Assignment – Could you repeat, exactly and with no pictures, only the lines from the start of the records through the line containing "width:54px; height:54px; display:grid;"?

Source material –
□ □ □ □ □ □ □

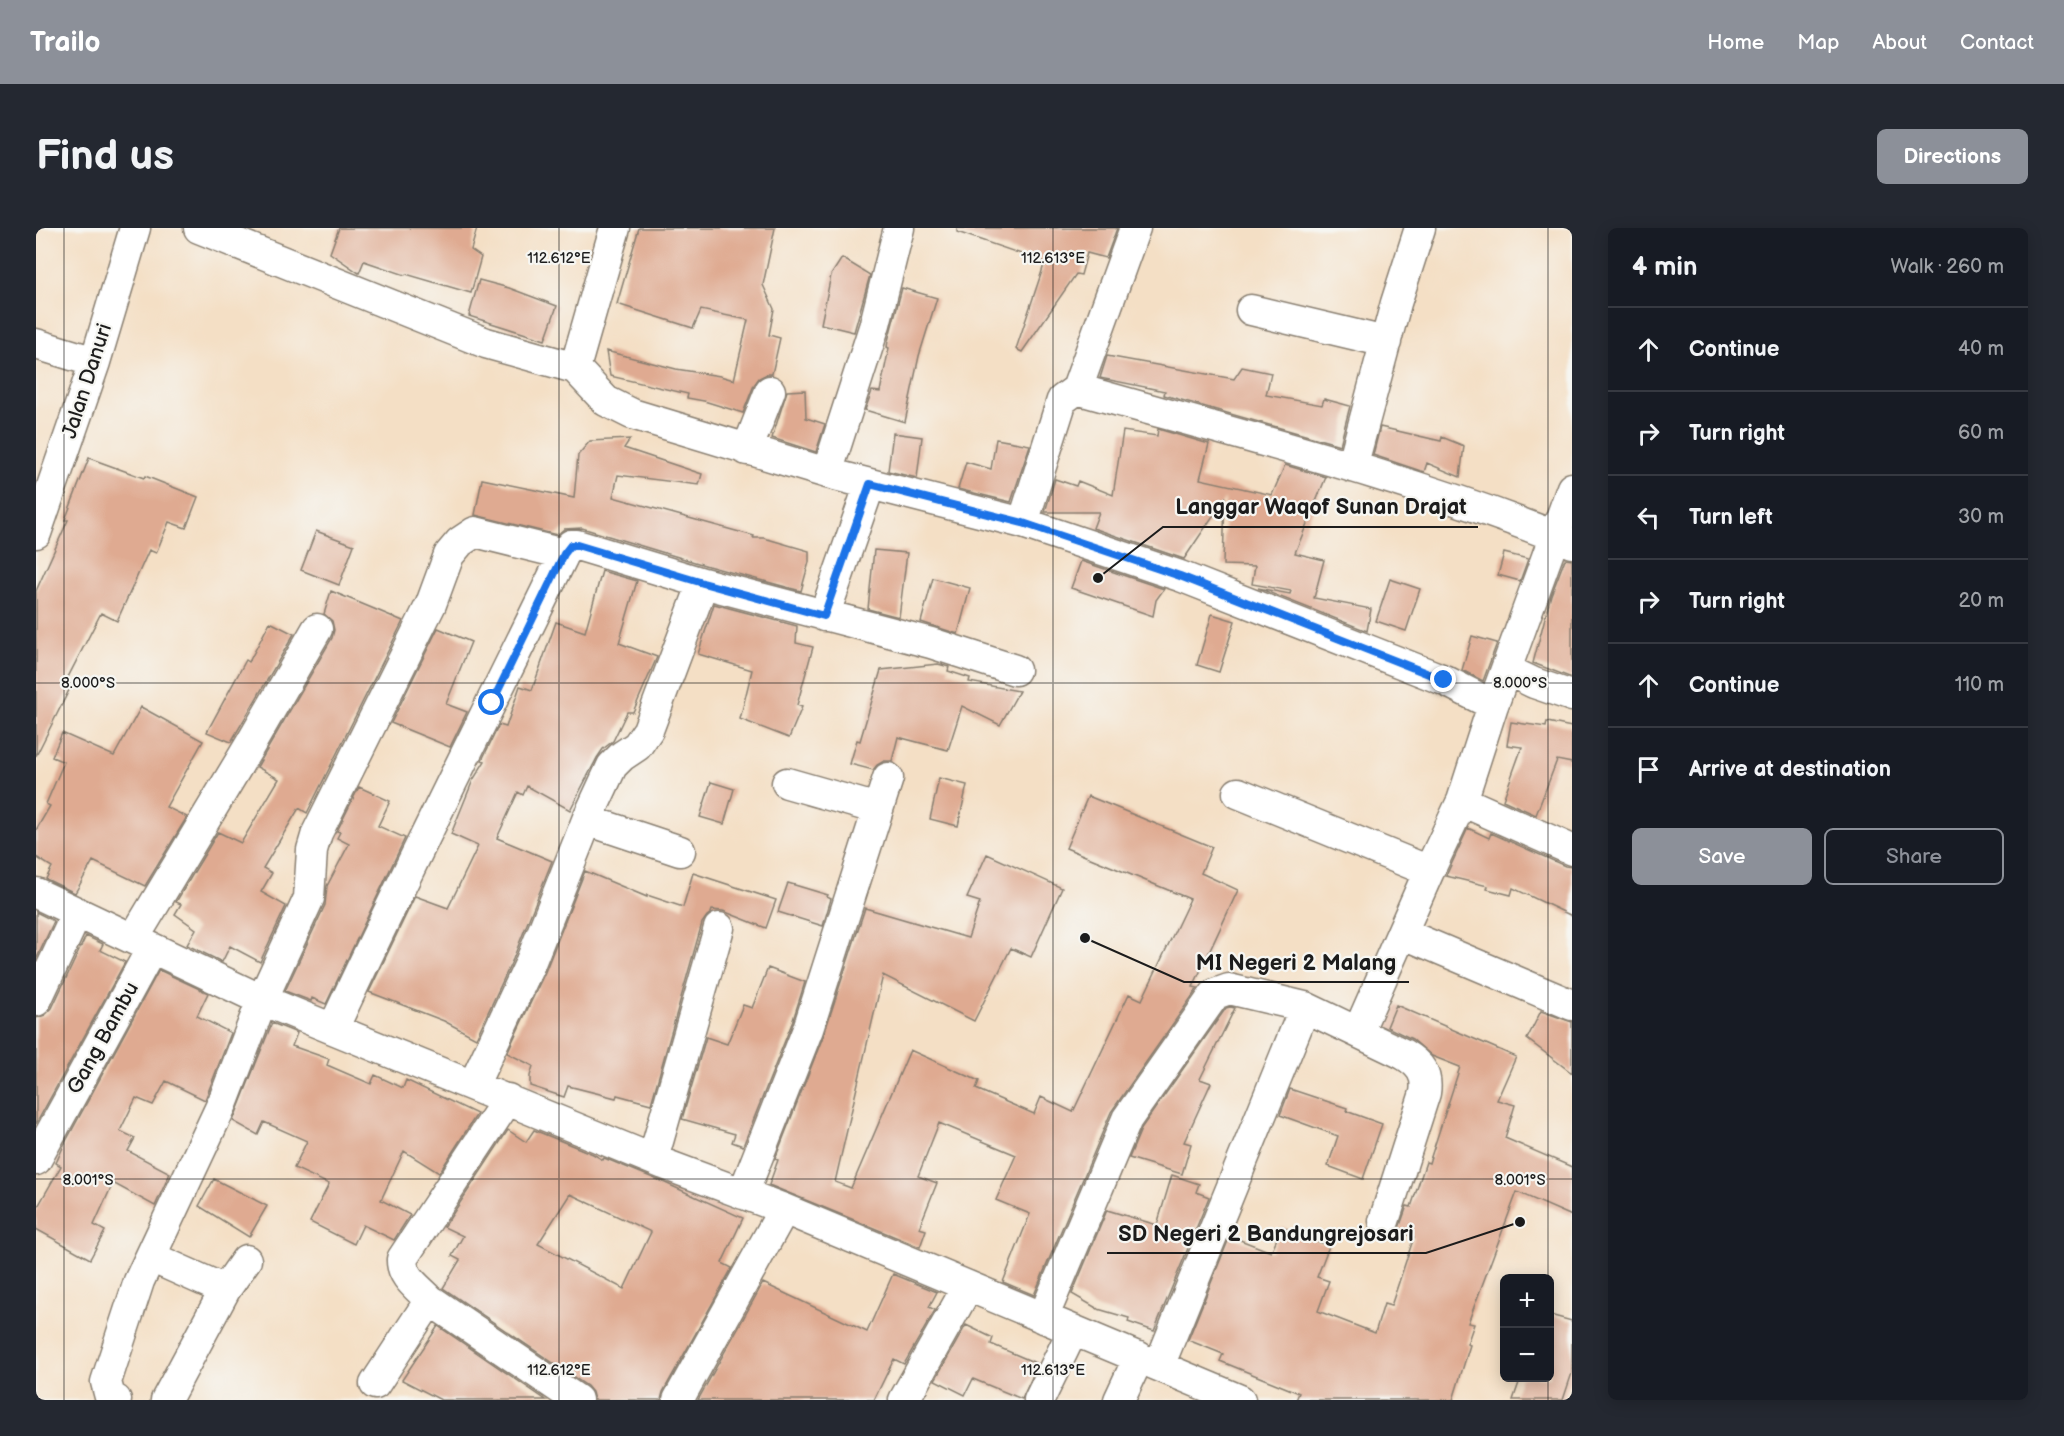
<!DOCTYPE html>
<html lang="en">
<head>
<meta charset="utf-8">
<style>
  body { margin:0; font-family:"Balsamiq Sans",sans-serif; background:#242831; color:#f1f3f6 }
  .controls { position:absolute; right:18px; bottom:18px; display:grid; overflow:hidden; border-radius:9px; box-shadow:0 3px 15px #0003 }
  .controls button { width:54px; height:54px; display:grid; place-items:center; padding:0; border:0; border-bottom:2px solid #363941; background:#171b24; color:#f1f3f6; font:30px sans-serif }
  .stop { position:absolute; width:18px; height:18px; margin:-14px; border:4px solid #1a73e8; border-radius:50%; background:#fff }
  .stop.end { background:#1a73e8; border-color:#fff; box-shadow:0 2px 6px #0008 }
  .list { margin:0; padding:0; list-style:none }
  h2 { display:flex; justify-content:space-between; align-items:center; height:78px; margin:0; padding:0 24px; font-size:26px }
  h2 small { font-size:20px; font-weight:400; color:#9ea1a6 }
  .list li { display:grid; grid-template-columns:39px 1fr auto; gap:18px; align-items:center; box-sizing:border-box; height:84px; padding:0 24px; border-top:2px solid #363941 }
  .list b { display:block; font-size:22px; white-space:nowrap }
  .list em { font-size:20px; font-style:normal; color:#9ea1a6 }
  .actions { display:flex; gap:12px; padding:18px 24px }
  .actions a { flex:1; padding:14px 0; border:2px solid #8c9099; border-radius:9px; text-align:center; font-size:21px; color:#8c9099 }
  .actions .main { background:#8c9099; color:#fff }
  .icon { flex:none; width:33px; height:33px; fill:none; stroke:currentColor; stroke-width:2; stroke-linecap:round; stroke-linejoin:round }
  .map { position:relative; flex:none; width:1536px; height:1172px; overflow:hidden; border-radius:9px }
  header { display:flex; align-items:center; gap:36px; box-sizing:border-box; height:84px; padding:0 30px; background:#8c9099; color:#fff }
  header strong { font-size:28px }
  nav { display:flex; gap:33px; margin-inline-start:auto; font-size:21px }
  .intro { display:flex; align-items:center; justify-content:space-between; box-sizing:border-box; height:144px; padding:0 36px }
  h1 { margin:0; font-size:42px }
  .button { padding:15px 27px; border-radius:9px; background:#8c9099; color:#fff; font-size:21px; font-weight:700 }
  main { display:flex; gap:36px; padding:0 36px }
  aside { flex:1; background:#171b24; border-radius:9px; box-shadow:0 3px 15px #0003 }
  .map>svg:first-child { display:block }
  .building { fill:#dfaa91; fill-rule:evenodd }
  .lines { fill:none; stroke-linecap:round; stroke-linejoin:round }
  .street-casing { stroke:#887e70; stroke-width:33 }
  .street { stroke:#fff; stroke-width:30 }
  .route { stroke:#1a73e8; stroke-width:8 }
  .ticks { fill:none; stroke:#1c1c1c; stroke-width:1.5; stroke-opacity:0.45 }
  .labels { text-anchor:middle; dominant-baseline:central; stroke-width:4.5; stroke-linejoin:round; paint-order:stroke }
  .street-label { font-size:21px; fill:#1c1c1c; stroke:#f6f6f2 }
  .ticks-label { font-size:15px; text-anchor:middle; fill:#1c1c1c; stroke:#f6f6f2; stroke-width:4.5; stroke-linejoin:round; paint-order:stroke }
  .leader { fill:none; stroke:#1c1c1c; stroke-width:2 }
  .callout-dot { fill:#1c1c1c; stroke:#f6f6f2; stroke-width:2 }
  .callout-label { font-size:22px; text-anchor:middle; font-weight:bold; fill:#1c1c1c; stroke:#f6f6f2; stroke-width:4.5; stroke-linejoin:round; paint-order:stroke }
</style>
</head>
<body>
<header>
<strong>Trailo</strong>
<nav><a>Home</a><a>Map</a><a>About</a><a>Contact</a></nav>
</header>
<div class="intro"><h1>Find us</h1><a class="button">Directions</a></div>
<main>
<div class="map">
<svg width="1536" height="1172" viewBox="0 0 1536 1172">
  <rect width="100%" height="100%" fill="#f6f6f2"/>
  <filter id="ink" filterUnits="userSpaceOnUse"><feTurbulence type="fractalNoise" baseFrequency=".0167" numOctaves="2"/><feDisplacementMap in="SourceGraphic" scale="12" xChannelSelector="R" yChannelSelector="G"/><feConvolveMatrix kernelMatrix="1 2 1 2 8 2 1 2 1" color-interpolation-filters="sRGB"/></filter>
  <filter id="wash" filterUnits="userSpaceOnUse"><feTurbulence type="fractalNoise" baseFrequency=".008" numOctaves="4" result="noise"/><feDisplacementMap in="SourceGraphic" scale="24" xChannelSelector="R" yChannelSelector="G"/><feGaussianBlur stdDeviation="1.35" result="paint"/><feColorMatrix in="noise" values="0 0 0 0 0 0 0 0 0 0 0 0 0 0 0 0 0 1.4 0 .05"/><feComposite in="paint" operator="in"/></filter>
  <g filter="url(#wash)">
    <rect width="100%" height="100%" fill="#f4dfc5"/>
    <g id="blocks">
      <path class="building" d="M303 0H441L435 22 445 29 435 65 370 46 369 47 328 33 323 45 294 25Z
        M603 0H739L727 57 738 81 733 107 744 110 736 146H731L723 150 718 157 707 185 668 173 651 170 652 166 574 148 570 123 640 141 684 148 698 152 712 92 665 82 657 100 581 76Z
        M921 0H1081L1070 30 1051 25 1045 47 1040 46 986 124 980 121 1009 34 921 4Z
        M806 30 834 47 818 104 785 96 795 47Z
        M443 52 473 60 521 78 509 112 433 88Z
        M866 60 901 70 883 128 869 194 829 182 836 163 844 164 853 120 851 119 852 113Z
        M1071 128 1198 151 1206 139 1235 145 1230 167 1286 177 1288 171 1314 178 1304 217 1128 167 1129 163 1064 150Z
        M769 162 770 190 789 196 780 224 736 210 751 163Z
        M1344 199 1405 213 1406 209 1428 218 1424 249 1391 235 1388 244 1337 227Z
        M1122 201 1173 216 1164 251 1236 267 1249 237 1290 249 1259 325 1288 332 1278 370 1335 381 1331 403 1222 360 1254 366 1255 363 1216 356 1219 338 1187 337 1189 270 1148 331 1057 300 1063 284H1009L1019 251 1040 258 1042 253 1077 267 1087 203 1121 208Z
        M857 205 886 209 881 250 852 243Z
        M594 211 588 220 666 246 663 257 582 247 577 269 718 308 717 310H728L773 323V334L765 363 672 338 546 300 528 301 521 307 439 287 446 251 538 270 542 227 554 213Z
        M960 211 994 217 975 274 922 261 930 234 955 241Z
        M53 230 108 250 109 248 162 269 150 300 133 294 120 325 113 322 81 393 65 385 27 459 33 462 0 528V363L32 292H29Z
        M280 303 318 317 303 357 265 342Z
        M838 322 871 325 863 389 832 381Z
        M1468 325 1492 331 1484 353 1462 347Z
        M1529 331 1536 332V450L1497 435 1515 367Z
        M1045 333 1128 361 1120 372 1117 388 1035 360Z
        M566 343 601 353 583 415 621 429 597 484H591L577 513 567 521 561 530 534 582 491 558 487 567 482 564 461 610 516 633 477 731 440 810 408 793 333 764 379 668 412 680 442 618 415 606 437 552 449 533 446 532 463 497 470 499 484 458 496 462 520 394 549 404Z
        M897 350 934 360 922 406 885 394Z
        M1354 351 1384 361 1370 403 1340 393Z
        M295 363 367 393 271 585 263 580 227 640 236 645 225 664 250 678 224 734 194 718 186 734 151 717 160 701 139 686 145 676 140 674 182 604 205 615 243 551 221 539 296 410 298 402 296 393 288 386Z
        M678 376 761 398 760 415 777 419 761 477 766 479 753 510 704 491 716 442 662 426Z
        M1176 386 1199 393 1183 444 1161 437Z
        M234 394 258 406 195 514 171 504 210 432 213 434Z
        M402 400 435 414 410 476 431 484 414 519 355 495Z
        M1436 408 1461 415 1447 453 1426 442Z
        M902 436 913 439 912 443 934 450 933 454 983 463 964 497 926 478 912 522 862 509 856 533H848L841 537 837 542 814 536 821 512 824 513 845 442Z
        M105 479 167 513 130 579 151 589 109 658 57 633 39 665 10 651 16 639 0 629V602L14 578 10 576 28 534 16 529 26 505 78 528Z
        M1475 494 1510 499 1511 494 1536 499V535L1521 532 1500 587 1467 572 1486 519 1471 517Z
        M903 550 931 557 922 598 894 591Z
        M675 554 698 561 688 596 664 589Z
        M323 559 354 573 342 598 369 610 290 776 276 770 275 773 249 763 289 677 291 658 313 616 301 610 304 604 301 603Z
        M1052 568 1176 619 1165 645 1202 662 1157 759 1162 760 1075 884 998 1067 967 1054 994 986 960 972 980 927 903 895 882 948 901 955 883 1000 890 1002 884 1019 733 957 742 932 739 931 788 806 829 680 932 710 944 674 931 670 951 626 1026 660 995 729 975 720 938 793 847 747 799 954 815 960 874 822 943 853 940 861 998 886 1005 869 1037 884 1093 766 1106 772 1154 671 1030 620Z
        M1432 600 1453 610 1455 605 1529 638 1536 639V688L1477 660 1475 667 1451 661 1452 658 1410 648Z
        M549 643 611 669V667L647 679 657 645 740 672 730 700 687 683 676 682 675 685 671 688 666 695 615 876 581 867 580 870 532 858 528 869 494 858V848L497 838 471 825 509 744Z
        M752 655 792 667 791 669 795 671 787 698 742 684Z
        M0 684 18 693 0 732Z
        M50 708 67 716 64 722 89 734 0 896V790L9 787 16 780Z
        M732 740 769 754 756 795 707 918 696 914 699 906 646 891 670 809 691 816 707 777 716 780Z
        M123 742 172 765 161 788 195 805 169 872 130 853 117 877 100 870 84 903 99 910 92 923 134 945 119 978 77 955 58 997 69 1003 54 1031 0 1001V982L25 938 20 935 29 915Z
        M1360 777 1480 829 1461 872 1479 877 1469 910 1536 939V988L1481 964 1432 1095 1438 1096 1431 1116 1434 1117 1417 1172H1260L1263 1165 1184 1133 1187 1126 1152 1112 1194 1008 1235 1024 1246 999 1293 1018 1281 1049 1293 1053 1282 1083 1339 1105 1348 1076 1355 1078 1378 1009 1362 1003 1371 978 1375 979 1390 934 1393 935 1424 839 1396 828 1376 811 1351 799Z
        M1194 779 1199 780 1164 851 1175 855 1148 914 1155 916 1146 946 1093 930 1106 899 1190 780Z
        M1505 783 1536 794V845L1491 811Z
        M236 795 261 805 256 818 293 831 291 837 335 856 339 847 367 860 370 852 441 886 403 945 368 923 345 972 374 987 358 1012 327 997 318 1016 274 994 293 956 258 940 271 913 228 894 222 907 197 893Z
        M1254 861 1311 880 1310 883 1346 896 1327 951 1292 938 1302 908 1244 887Z
        M472 902 490 914 498 902 557 926 567 932 568 930 627 954 707 990 686 1035 696 1040 627 1164 625 1172H558L556 1164 551 1158 407 1060 424 1032 416 1028 427 1008 408 999ZM534 966 615 1004 588 1061 502 1016Z
        M1136 947 1163 956 1160 964 1173 969 1118 1103 1092 1094 1093 1090 1062 1081 1036 1066 1071 982 1121 997Z
        M178 951 231 978 213 1009 163 978Z
        M857 1046 901 1064 893 1079 899 1082 868 1136 858 1131 838 1172H662L727 1055 831 1104Z
        M1514 1087 1536 1093V1145L1527 1172H1477L1485 1149H1514Z
        M930 1097 957 1110 955 1116 1002 1136 986 1171 937 1151 929 1167 899 1152Z
        M402 1098 510 1172H405L366 1152Z"/>
    </g>
  </g>
  <g filter="url(#ink)">
    <use href="#blocks" fill-opacity="0" stroke="#887e70" stroke-width="1.5"/>
    <g class="lines">
      <g class="street-casing">
        <path id="street" d="M163 0 450 115 539 140 570 173 596 186 791 245 987 295 1144 348 1408 452 1457 477
          M1215 82 1350 114
          M0 116 59 134
          M539 140 579 0
          M1041 161C1207 208 1376 250 1536 315
          M711 222 734 163
          M1316 239 1360 75 1384 0
          M791 245 839 96 863 0
          M987 295 1026 172 1041 161 1099 0
          M0 305 59 134 99 0
          M788 388 834 256
          M1471 442 1498 455 1536 468
          M751 555 842 581
          M1202 565 1393 643 1426 573 1457 477 1536 260
          M1426 573 1536 622
          M551 592 644 623
          M0 665 226 772 628 936 748 981 1204 1172
          M1366 705 1536 777
          M98 710 214 517 281 401
          M0 773 41 685
          M297 801C371 641 451 485 528 326L535 317H541L667 355 895 415 979 442
          M1322 804 1393 643
          M437 858 493 738 551 592 576 538 586 528 601 518 612 502 667 355
          M617 931 683 700
          M0 932 116 720
          M707 966 772 801 852 550
          M115 1029 189 1062
          M394 1072 541 1172
          M1007 1090 1091 891 1179 766 1193 761 1269 779
          M1123 1138 1269 779 1367 826C1384 836 1392 846 1389 865L1348 993
          M339 1156 394 1072C383 1060 365 1049 366 1031L472 871
          M80 1172 74 1169 70 1154 103 1053 187 874 226 772 273 670 276 622 281 605 395 376 413 327 424 314 439 304 528 326
          M130 1172 189 1062 210 1032
          M642 1172 748 981
          M868 1172 932 1058
          M1003 1172 1037 1102
          M1083 1172 1103 1129"/>
      </g>
      <use href="#street" class="street"/>
    </g>
  </g>
  <g class="lines" filter="url(#ink)">
    <path class="route" d="M456 475 528 326 535 317H541L667 355 788 388 834 256 987 295 1144 348 1408 452"/>
  </g>
  <path class="ticks" d="M28 0V1172M523 0V1172M1017 0V1172M1512 0V1050M0 455H1536M0 951H1536M1512 1150V1172"/>
  <g class="labels">
    <g class="street-label">
      <text transform="translate(51 153) rotate(-72)">Jalan Danuri</text>
      <text transform="translate(67 810) rotate(-61)">Gang Bambu</text>
    </g>
  </g>
  <g class="ticks-label">
    <text x="523" y="35">112.612°E</text>
    <text x="1017" y="35">112.613°E</text>
    <text x="52" y="460">8.000°S</text>
    <text x="1484" y="460">8.000°S</text>
    <text x="52" y="957">8.001°S</text>
    <text x="1484" y="957">8.001°S</text>
    <text x="523" y="1147">112.612°E</text>
    <text x="1017" y="1147">112.613°E</text>
  </g>
  <path class="leader" d="M1062 350L1127 299H1442M1049 710L1148 754H1373M1484 994L1390 1025H1071"/>
  <g class="callout-dot">
    <circle cx="1062" cy="350" r="6"/>
    <circle cx="1049" cy="710" r="6"/>
    <circle cx="1484" cy="994" r="6"/>
  </g>
  <g class="callout-label">
    <text x="1285" y="286">Langgar Waqof Sunan Drajat</text>
    <text x="1260" y="742">MI Negeri 2 Malang</text>
    <text x="1230" y="1013">SD Negeri 2 Bandungrejosari</text>
  </g>
</svg>
<div class="controls">
<button>+</button>
<button>−</button>
</div>
<div class="stop" style="left:456px;top:475px"></div>
<div class="stop end" style="left:1408px;top:452px"></div>
</div>
<aside>
<h2>4 min<small>Walk · 260 m</small></h2>
<ul class="list">
<li><svg class="icon" aria-label="ahead" viewBox="0 0 24 24"><path d="M12 20V5M6 11l6-6 6 6"/></svg><div><b>Continue</b></div><em>40 m</em></li>
<li><svg class="icon" aria-label="right" viewBox="0 0 24 24"><path d="M7 20v-9h11M14 6l5 5-5 5"/></svg><div><b>Turn right</b></div><em>60 m</em></li>
<li><svg class="icon" aria-label="left" viewBox="0 0 24 24"><path d="M17 20v-9H6M10 6l-5 5 5 5"/></svg><div><b>Turn left</b></div><em>30 m</em></li>
<li><svg class="icon" aria-label="right" viewBox="0 0 24 24"><path d="M7 20v-9h11M14 6l5 5-5 5"/></svg><div><b>Turn right</b></div><em>20 m</em></li>
<li><svg class="icon" aria-label="ahead" viewBox="0 0 24 24"><path d="M12 20V5M6 11l6-6 6 6"/></svg><div><b>Continue</b></div><em>110 m</em></li>
<li><svg class="icon" aria-label="arrive" viewBox="0 0 24 24"><path d="M6 21V4h12l-3 4 3 4H6"/></svg><div><b>Arrive at destination</b></div></li>
</ul>
<div class="actions"><a class="main">Save</a><a>Share</a></div>
</aside>
</main>
</body>
</html>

□ □ □ □ □ □ □

Result for this exercise –
<!DOCTYPE html>
<html lang="en">
<head>
<meta charset="utf-8">
<style>
  body { margin:0; font-family:"Balsamiq Sans",sans-serif; background:#242831; color:#f1f3f6 }
  .controls { position:absolute; right:18px; bottom:18px; display:grid; overflow:hidden; border-radius:9px; box-shadow:0 3px 15px #0003 }
  .controls button { width:54px; height:54px; display:grid; place-items:center; padding:0; border:0; border-bottom:2px solid #363941; background:#171b24; color:#f1f3f6; font:30px sans-serif }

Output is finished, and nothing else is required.